Entre dialogue avec l’OTAN et pacte avec Washington: Alger impose ses principes
Reçu par le général d’armée Saïd Chanegriha, l’amiral américain George Wikoff a mesuré le subtil équilibre de la diplomatie militaire algérienne. Entre le mémorandum d’entente signé avec les États-Unis en 2025 et le cadre multilatéral du Dialogue méditerranéen de l’OTAN, l’Algérie s’impose comme un pivot sécuritaire incontournable en Afrique du Nord, sans jamais déroger à son principe de non-alignement.
Lors de cette audience, le chef d’état-major de l’ANP et ministre délégué auprès du ministre de la Défense nationale a réitéré la position de l’Algérie et clarifié sa doctrine.
« Je tiens à rappeler que l’Algérie, dans le cadre de sa démarche résolue visant à consolider ses relations de coopération avec les différents Etats, demeure profondément attachée au principe de non-alignement, à son indépendance et à sa souveraineté décisionnelle », a déclaré Saïd Chanegriha à l’amiral Wikoff, qui est aussi commandant des Forces navales américaines en Europe et en Afrique.
Selon un communiqué du ministère de la Défense nationale, le chef d’état-major de l’ANP a ajouté que c’est pour l’ensemble de ces « principes sacrés dont nous attendons de nos partenaires qu’ils les apprécient à leur juste valeur et les respectent », que l’Algérie a « consenti, depuis 1830 jusqu’à 1962, le sacrifice de plus de cinq millions six cent trois mille martyrs, dont un million et demi de martyrs entre 1954 et 1962. »
Cette audience s’inscrit dans un cadre de relations denses mais codifiées. Il convient de rappeler que les relations entre l’armée algérienne et l’OTAN ne sont pas fortuites : l’Algérie a rejoint dès l’an 2000 le Dialogue méditerranéen de l’Alliance atlantique.
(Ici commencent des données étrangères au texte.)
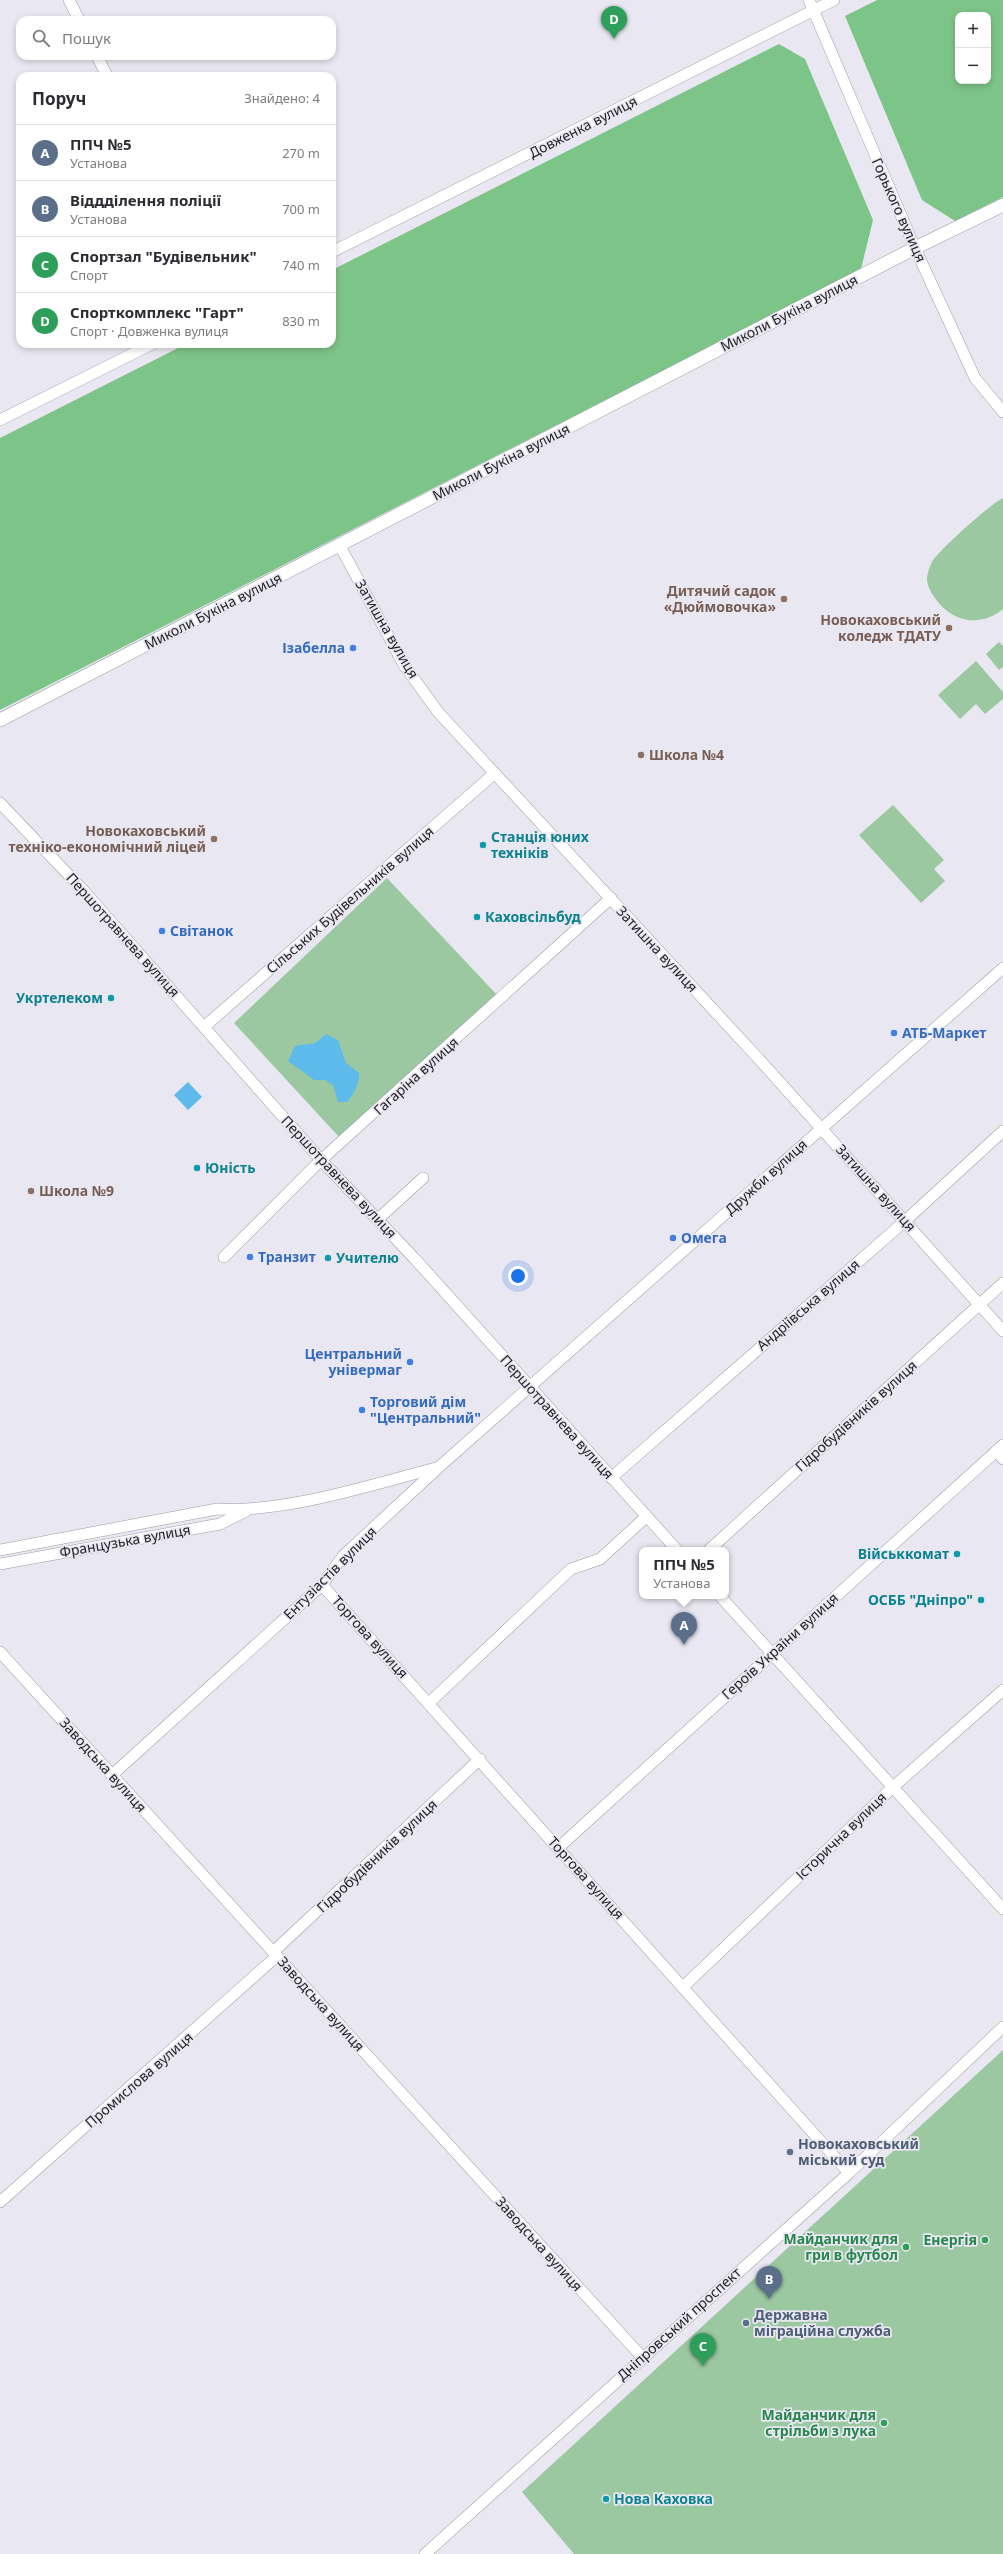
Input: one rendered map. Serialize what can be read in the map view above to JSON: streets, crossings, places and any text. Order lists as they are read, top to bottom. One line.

Ce cadre multilatéral permet à l’ANP de participer régulièrement à des séminaires de haut niveau, des exercices de sécurité maritime en Méditerranée et des programmes de formation, notamment sur l’interopérabilité des forces et la lutte antiterroriste, tout en préservant son statut de partenaire non-membre.
Dans la même allocution, Saïd Chanegriha a mis en avant les relations militaires entre l’Algérie et les Etats-Unis, qui « connaissent une nouvelle dynamique, notamment après la signature du mémorandum d’entente dans le domaine de la coopération militaire en janvier 2025 ». Cette démarche, a-t-il dit, s’inscrit en « droite ligne de la volonté des deux pays de construire un partenariat stratégique, fondé sur le respect mutuel et au service des intérêts communs ».
Cette lune de miel sécuritaire sino-américaine sur le terrain africain s’appuie sur des structures solides, à l’image du Comité militaire conjoint algéro-américain (Joint Military Dialogue), dont les sessions régulières permettent de coordonner la lutte contre les réseaux djihadistes et le crime organisé transfrontalier dans la région sahélo-saharienne. Washington a, à maintes reprises, salué l’expertise de l’ANP, qualifiant Alger de pivot de la stabilité régionale.
« Cette dynamique s’est concrétisée par des échanges de visites de délégations de haut niveau, à l’exemple de la récente visite du commandant de l’AFRICOM en Algérie, qui a constitué une occasion d’échanger les points de vue sur les questions d’intérêt commun et a contribué au renforcement des canaux de communication sur les questions sécuritaires et stratégiques », a encore expliqué le chef d’état-major de l’ANP.
A ce propos, il convient de rappeler que le commandant du Commandement des Etats-Unis pour l’Afrique (AFRICOM), le général Dagvin Anderson, a effectué en avril dernier une visite en Algérie, durant laquelle il a examiné l’état de la coopération militaire entre l’Algérie et les Etats-Unis. Ses entretiens avec le chef d’état-major Saïd Chanegriha ont permis d’échanger les analyses et points de vue sur plusieurs questions d’intérêt commun, en particulier celles liées à la sécurité régionale et à la lutte contre le terrorisme.
A cette occasion, le général d’armée Chanegriha a assuré que cette visite constitue une nouvelle étape dans le renforcement de la coopération bilatérale, rappelant que les deux pays œuvrent à approfondir leur dialogue stratégique et à promouvoir leur coopération militaire.
Le chef d’état-major de l’ANP a également affirmé que l’Algérie poursuit, sur mandat de l’Union africaine, ses efforts visant à renforcer les mécanismes de l’approche continentale commune destinée à unir les efforts pour éradiquer le terrorisme et l’extrémisme violent sous toutes leurs formes.